Saturday, September 12, 2020

Album Reviews # 79 Pylon - Gyrate


My own year zero moment, (sorry to keep banging on about it, but it's true), was discovering R.E.M. on the release of their debut album Murmur in 1983 when I was eighteen. I always think of myself as a late developer music wise, and in other ways too, but that was the Road to Damascus moment for me musically, in many ways personally too.


It was not so much the record, (great though that was in itself),  as the way that it led me almost immediately to other things. Almost as if I'd been waiting for it to come to me without knowing it. R.E.M. were always extraordinarily generous in interview, spending as much of their time as they could spreading the word about lesser known American fellow travellers, those they'd learned from and played with during the emergence over the previous three years.


Probably the name most frequently mentioned name was Athens, Georgia contemporaries Pylon. Pylon had made a small splash in British waters upon the release of their debut Gyrate in 1980, no more than that. The record certainly wasn't readily available only three years on. But, besotted with R.E.M. as I was, I was determined to track it down. When my girlfriend of the time went to The States in 1987, my only request was that she get me a copy. When I went myself four years further down the line I bought the band's other album Chomp.


I still play them both, particularly Gyrate, on a regular basis almost thirty years later. Within the confines of its innate primitivism, it's an almost flawless Post Punk statement. Utterly state of the art in terms of its raw wanton youth but also deeply smart. Frankly you could hang it on the wall as a model lesson to future generations as to how to go about creating Art, having learned first of all that technical proficiency is not all.


Pylon was a side project on the Athens college and music scene that took on a life of its own and eventually came to be the defining act of authorship of its four protagonists, vocalist Vanessa Briscoe, guitarist Randy Bewley, bassist Michael Lachowski and drummer Curtis Crowe. In Lachowski's words, 'art students assembling things with sound and instruments.'  


Originally conceived as a youthful diversion from studies and career planning it soon became much more than that as Pylon quickly gathered attention on the American underground. A trip to New York to support Gang of Four was a significant bend in the road and they became the second biggest players on the humming Athens scene. R.E.M. were next.

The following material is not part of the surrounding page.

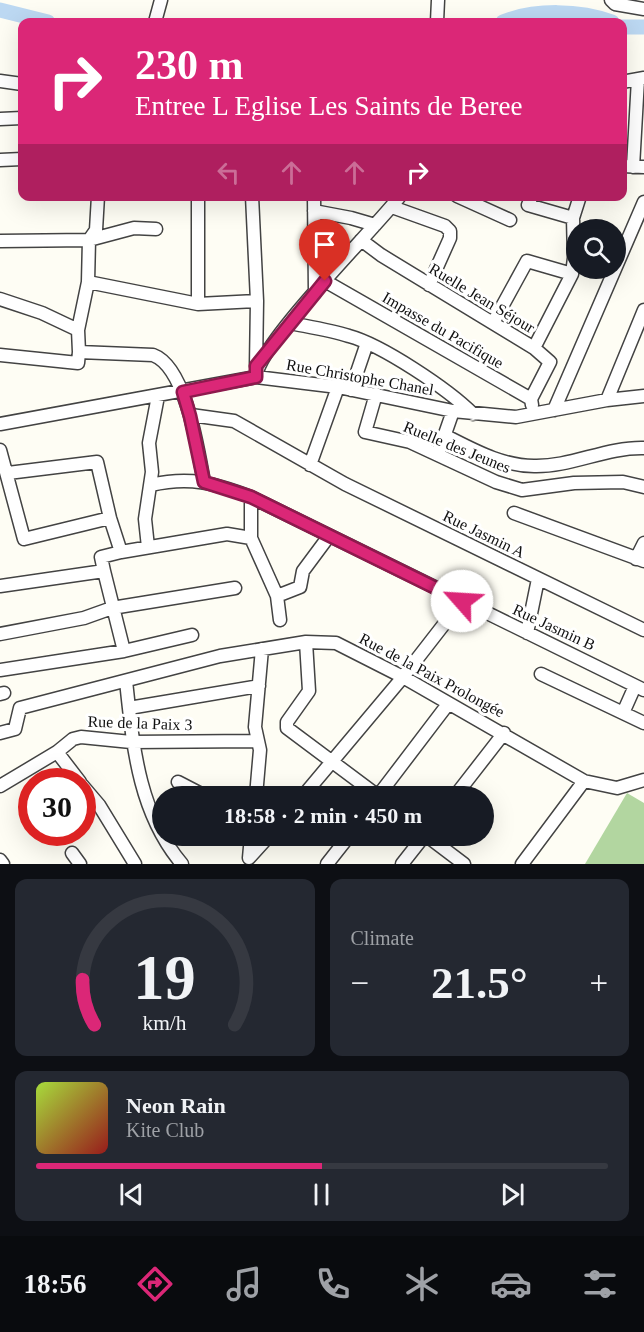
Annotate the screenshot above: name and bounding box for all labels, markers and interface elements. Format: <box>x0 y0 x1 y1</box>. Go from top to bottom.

Gyrate's essence and beauty is in its simplicity. Short snappy song titles, clinical, functional lyrics. They learn their lessons from Gang of Four, Wire and Talking Heads primarily but this is quite its own thing. Rhythm driven, taut but fun, something you can dance to but also think about. With all the time Vanessa Briscoe's urgent, strident vocal turns, acting almost as punctuation, a gear stick to speed things up or slow things down as the mood requires.


R.E.M. clearly learned plenty from them and did their best to pay back the favour. Probably a fair proportion of the records Pylon sold from 1983 onward had something to do with R.E.M's approbations. Robert Christgau, who very occasionally gets it just right, wrote this on the record's reissue.

'Where are the songs, some naive young people will cavil, thus permitting the beat-wise hipsters at DFA to riposte, 'What the fuck you think these are?' Plectrists Randy Bewlay and Michael Lachowski's simple lines display untoward rhythm and melody, respectively. Cameron Crowe bangs away so obdurately it's hard to understand why he didn't become rich. Vanessa Briscoe Hay barks and brays whatever incantatory phrases seemed called for. Timeless. Cool.'



Timeless. Cool. There's little more to add. Gyrate seems both spontaneous and utterly thought through. It's an altogether marvelous album an exemplary lesson to choosing and sticking to your road. Turn up the volume!